** Opening SOURCE DATA block **
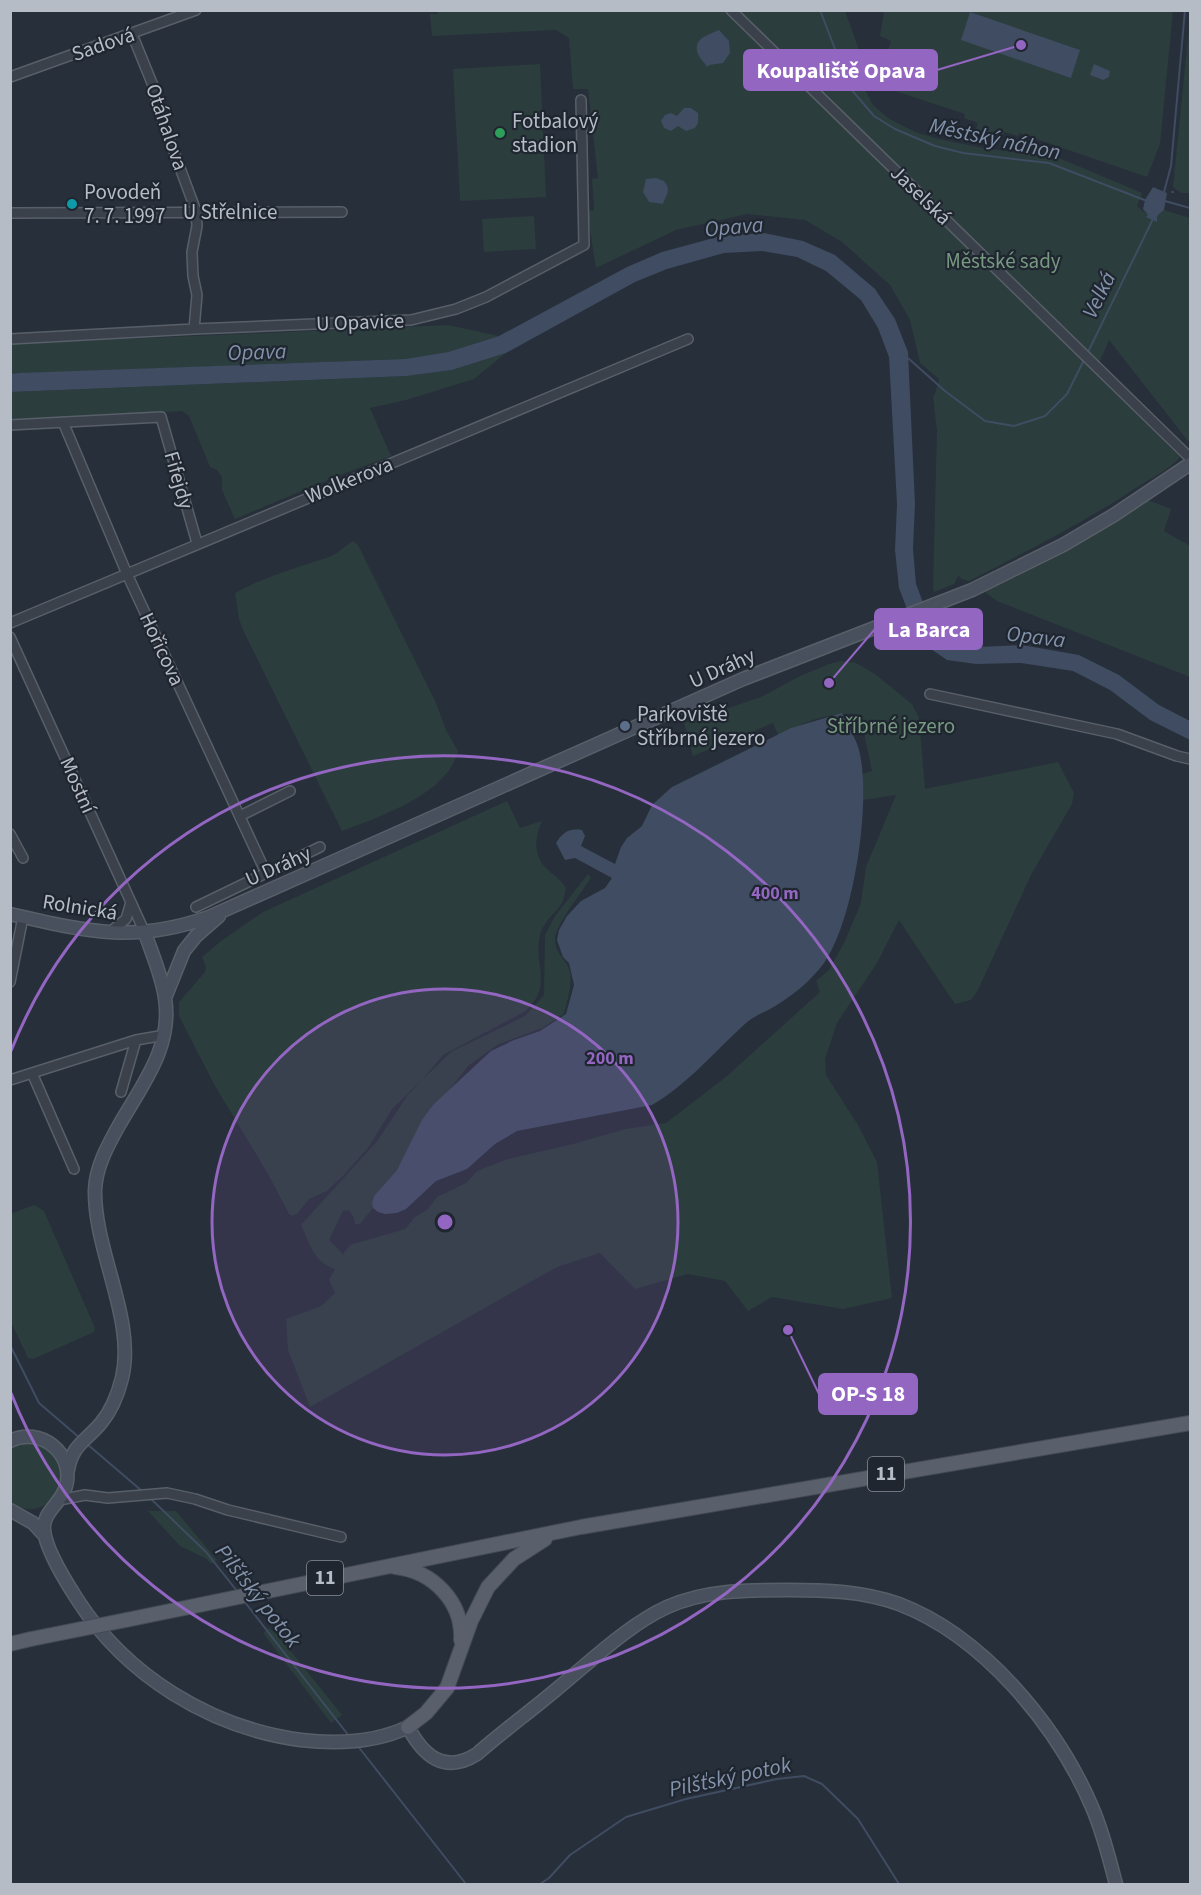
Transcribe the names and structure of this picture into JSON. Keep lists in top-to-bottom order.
{
  "streets": {
    "main road": ["11"],
    "street": [
      "Sadová",
      "Otáhalova",
      "Jaselská",
      "U Střelnice",
      "U Opavice",
      "Fifejdy",
      "Wolkerova",
      "Hořicova",
      "U Dráhy",
      "Mostní",
      "Rolnická"
    ]
  },
  "crossings": [
    ["Sadová", "Otáhalova"],
    ["Otáhalova", "U Střelnice"],
    ["Otáhalova", "U Opavice"],
    ["Jaselská", "U Dráhy"],
    ["Fifejdy", "Wolkerova"],
    ["Fifejdy", "Hořicova"],
    ["Wolkerova", "Hořicova"],
    ["U Dráhy", "Mostní"],
    ["U Dráhy", "Rolnická"],
    ["Mostní", "Rolnická"]
  ],
  "water": [
    "Městský náhon",
    "Opava",
    "Velká",
    "Pilšťský potok"
  ],
  "parks": ["Městské sady", "Stříbrné jezero"],
  "places": [
    "Koupaliště Opava",
    "Fotbalový stadion",
    "Povodeň 7. 7. 1997",
    "La Barca",
    "Parkoviště Stříbrné jezero",
    "OP-S 18"
  ],
  "rings": ["400 m", "200 m"]
}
** Closing SOURCE DATA block **
__WHAT IS REQUIRED__. Please give all of the data again, exact and free of pictures.

__RESPONSE AREA__.
Transcribe the names and structure of this picture into JSON. Keep lists in top-to-bottom order.
{
  "streets": {
    "main road": ["11"],
    "street": [
      "Sadová",
      "Otáhalova",
      "Jaselská",
      "U Střelnice",
      "U Opavice",
      "Fifejdy",
      "Wolkerova",
      "Hořicova",
      "U Dráhy",
      "Mostní",
      "Rolnická"
    ]
  },
  "crossings": [
    ["Sadová", "Otáhalova"],
    ["Otáhalova", "U Střelnice"],
    ["Otáhalova", "U Opavice"],
    ["Jaselská", "U Dráhy"],
    ["Fifejdy", "Wolkerova"],
    ["Fifejdy", "Hořicova"],
    ["Wolkerova", "Hořicova"],
    ["U Dráhy", "Mostní"],
    ["U Dráhy", "Rolnická"],
    ["Mostní", "Rolnická"]
  ],
  "water": [
    "Městský náhon",
    "Opava",
    "Velká",
    "Pilšťský potok"
  ],
  "parks": ["Městské sady", "Stříbrné jezero"],
  "places": [
    "Koupaliště Opava",
    "Fotbalový stadion",
    "Povodeň 7. 7. 1997",
    "La Barca",
    "Parkoviště Stříbrné jezero",
    "OP-S 18"
  ],
  "rings": ["400 m", "200 m"]
}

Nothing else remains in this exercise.